Experts at the Table: How is machine learning going to impact debug, and what other improvements are on tap with debug?


Semiconductor Engineering sat down to discuss debugging complex SoCs with Randy Fish, vice president of strategic accounts and partnerships for UltraSoC; Larry Melling, product management director for Cadence; Mark Olen, senior product marketing manager for Mentor, a Siemens Business; and Dominik Strasser, vice president of engineering for OneSpin Solutions. Part one can be found here. Part two is here. What follows are excerpts of that conversation.

SE: In many cases, we are interested in rare occurrences in a system. Could we be looking at data coming from emulation and saying we have seen these patterns many times, but we have just seen a pattern that has never been seen before? Nothing says it is a bug, but is that an indication of behavior that may be anomalous? Maybe it is a bug that hasn’t been seen yet.

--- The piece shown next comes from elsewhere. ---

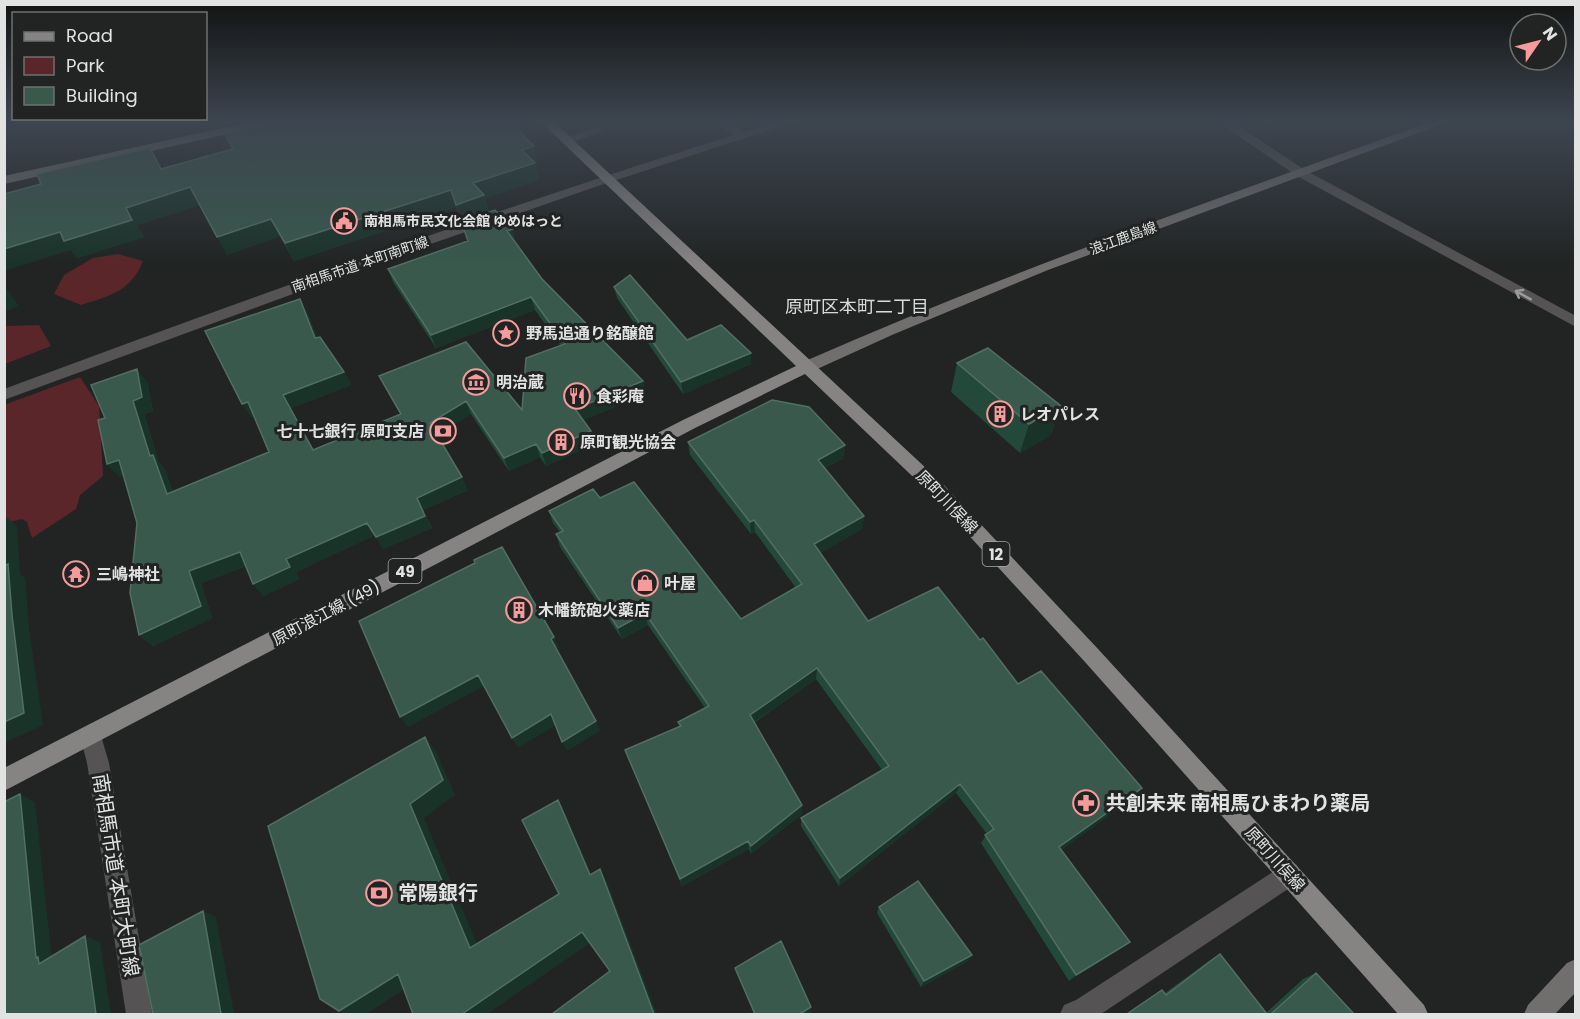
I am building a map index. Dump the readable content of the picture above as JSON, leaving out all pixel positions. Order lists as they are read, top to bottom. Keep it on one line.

Melling: There are two things. One is the detection of the anomaly and being able to create fixes on the fly in the field to seal holes. The other side, where machine learning (ML) technology will be applied, is in the bug hunting side. Can we do a better job of predicting where bugs are likely to occur or what kinds of checking have a higher probability to cause bugs, do more aggressive regressions and testing in those areas to find those bugs, just because we can predict which types of changes have the highest probability of creating bugs. That way you can focus your energies. You still have to debug them once they are found, but both things are happening — ML to triage and find out and get to root cause, but there will also be just finding more bugs and being able to predict where to find them.

Fish: How do they use formal and ML techniques?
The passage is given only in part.